By Judith Ashley
This month the Genre-istas are talking about favorite heroes and heroines. Who’s mine?
His name is Ralph Harvey Rawson and he was my grandfather. I was born about two weeks before the bombing of Pearl Harbor. When my dad was drafted, my mom and I moved in with my maternal grandparents.
There is a family treasure trove of black and white pictures of me with my mini-rake and mini-shovel helping my grandfather in the vegetable garden, picking gooseberries with him, and sitting on his lap obviously telling him important news.And not just the pictures. There is a plethora of family stories. One my mom told, much to my dad's chagrin was how hurt my dad was when I would not let him even try to fix a doll I had whose arm had detached. Whenever any of my toys needed fixing, I insisted that ‘grandpa do it’.
He always included me – moving his Solitaire cards to the side of the small table he used so I had room to play next to him with my deck of cards. Letting me sit next to him at the breakfast table on the dictionary instead of in the highchair.
My memories of my grandfather are special ones.
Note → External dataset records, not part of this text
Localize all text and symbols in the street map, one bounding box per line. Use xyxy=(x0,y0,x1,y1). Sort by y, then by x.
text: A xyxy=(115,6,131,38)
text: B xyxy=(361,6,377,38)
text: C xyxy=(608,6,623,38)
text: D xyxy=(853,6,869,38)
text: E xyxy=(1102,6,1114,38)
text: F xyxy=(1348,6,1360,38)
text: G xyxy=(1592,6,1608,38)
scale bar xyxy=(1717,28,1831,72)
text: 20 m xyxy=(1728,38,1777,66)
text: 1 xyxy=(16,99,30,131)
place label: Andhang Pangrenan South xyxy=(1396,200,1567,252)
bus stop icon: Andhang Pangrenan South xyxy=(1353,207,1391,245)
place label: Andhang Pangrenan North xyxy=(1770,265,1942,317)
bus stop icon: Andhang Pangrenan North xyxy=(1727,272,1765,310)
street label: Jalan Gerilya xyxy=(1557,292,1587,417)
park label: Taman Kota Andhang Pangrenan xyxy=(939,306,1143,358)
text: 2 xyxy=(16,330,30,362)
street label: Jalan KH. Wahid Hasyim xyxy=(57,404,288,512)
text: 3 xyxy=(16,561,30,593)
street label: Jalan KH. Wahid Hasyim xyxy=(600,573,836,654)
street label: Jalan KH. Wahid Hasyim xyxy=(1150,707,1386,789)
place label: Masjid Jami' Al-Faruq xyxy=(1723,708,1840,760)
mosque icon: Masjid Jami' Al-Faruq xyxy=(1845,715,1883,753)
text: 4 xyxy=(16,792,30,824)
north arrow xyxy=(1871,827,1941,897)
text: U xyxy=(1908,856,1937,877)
Everything I took to him, he fixed, every confidence I told him in secret, he kept. I knew I was special to him because he included me instead of pushing me away. He made time for his demanding little granddaughter.
I only remember him failing me once. He died the month I turned nine.I’ve often wondered what it would be like to be a heroine to someone else, to leave this life before they saw my foibles and failures, to have them look back on my part of their life and see me in the same way I still see my grandfather. One of those 'what if' moments in life that most likely will never happen.
Everyone needs a hero or heroine in their life. My wish for each of you is that you have or have had your own Ralph Harvey Rawson. My life and my memories are richer because of him.